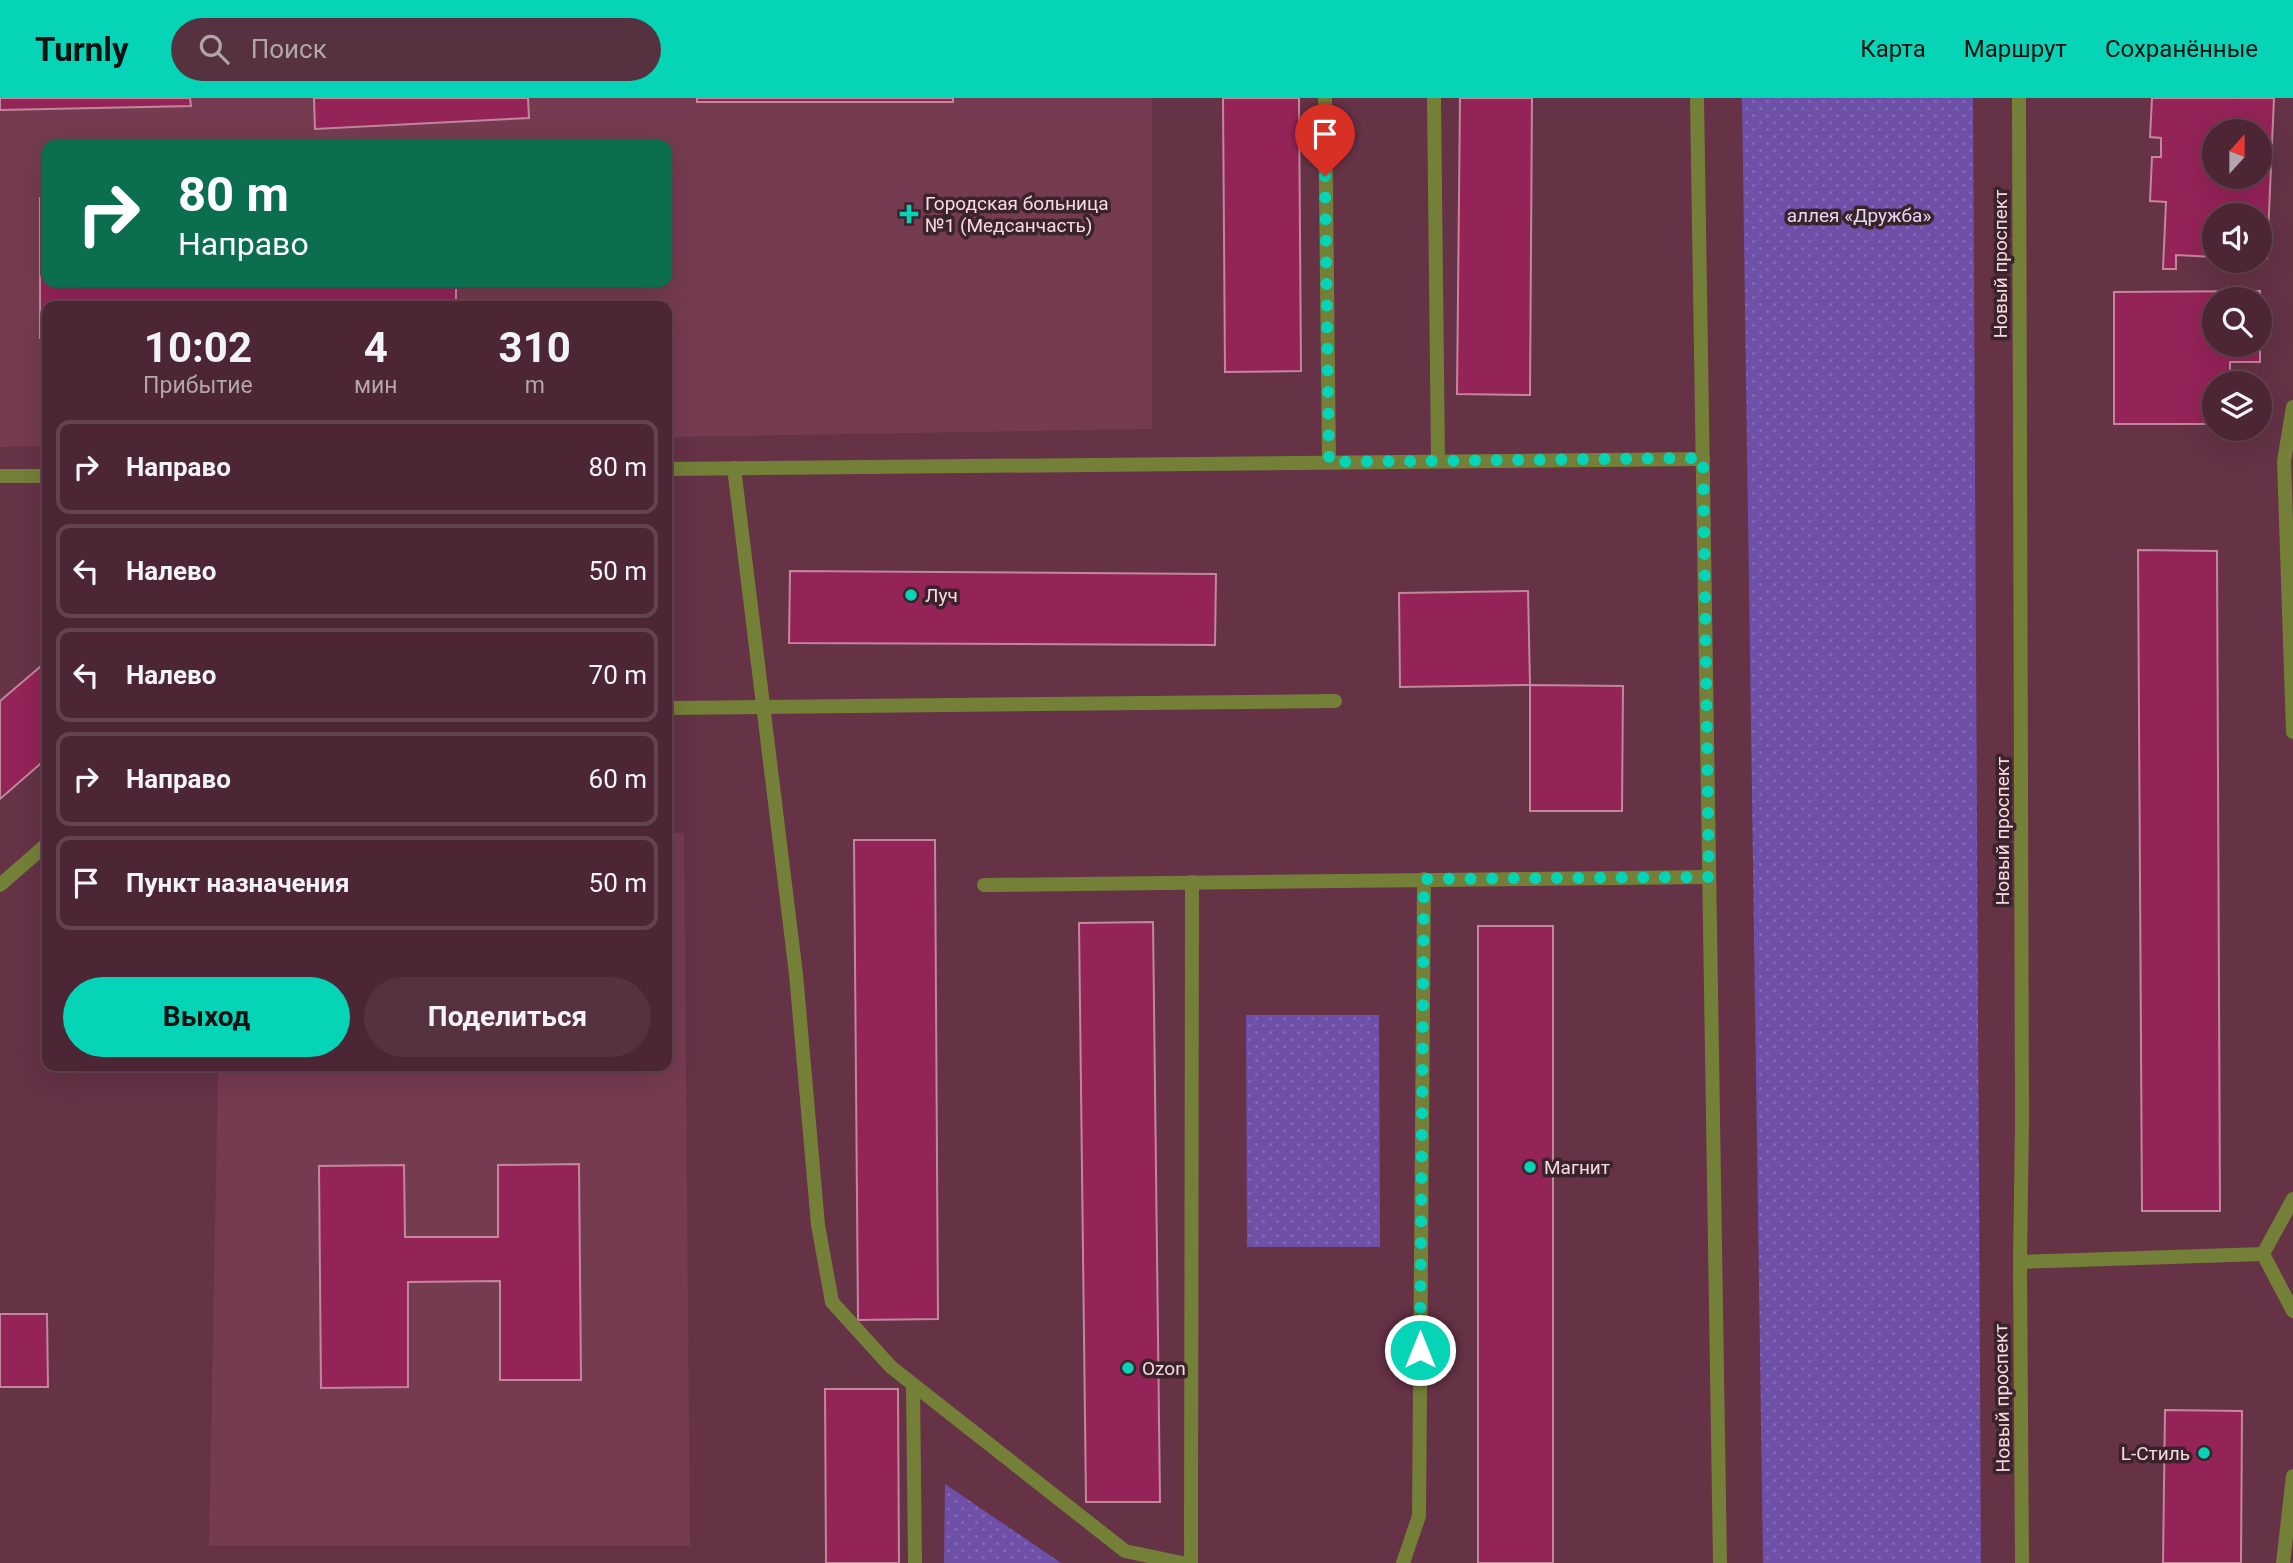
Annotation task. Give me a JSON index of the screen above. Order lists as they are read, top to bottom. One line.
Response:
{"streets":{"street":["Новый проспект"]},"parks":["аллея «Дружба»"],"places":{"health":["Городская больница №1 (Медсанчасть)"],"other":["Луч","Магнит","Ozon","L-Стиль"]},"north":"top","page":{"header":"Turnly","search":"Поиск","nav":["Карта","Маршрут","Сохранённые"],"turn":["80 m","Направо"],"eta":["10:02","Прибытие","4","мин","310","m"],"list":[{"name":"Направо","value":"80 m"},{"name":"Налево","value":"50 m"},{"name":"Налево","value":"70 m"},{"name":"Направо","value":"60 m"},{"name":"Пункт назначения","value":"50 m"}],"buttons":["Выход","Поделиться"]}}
• • •
PROBLEM DETAILS:
Word for word, quote the lines above. Omit the pictures.

RESULT OF THE EXERCISE:
Annotation task. Give me a JSON index of the screen above. Order lists as they are read, top to bottom. One line.
Response:
{"streets":{"street":["Новый проспект"]},"parks":["аллея «Дружба»"],"places":{"health":["Городская больница №1 (Медсанчасть)"],"other":["Луч","Магнит","Ozon","L-Стиль"]},"north":"top","page":{"header":"Turnly","search":"Поиск","nav":["Карта","Маршрут","Сохранённые"],"turn":["80 m","Направо"],"eta":["10:02","Прибытие","4","мин","310","m"],"list":[{"name":"Направо","value":"80 m"},{"name":"Налево","value":"50 m"},{"name":"Налево","value":"70 m"},{"name":"Направо","value":"60 m"},{"name":"Пункт назначения","value":"50 m"}],"buttons":["Выход","Поделиться"]}}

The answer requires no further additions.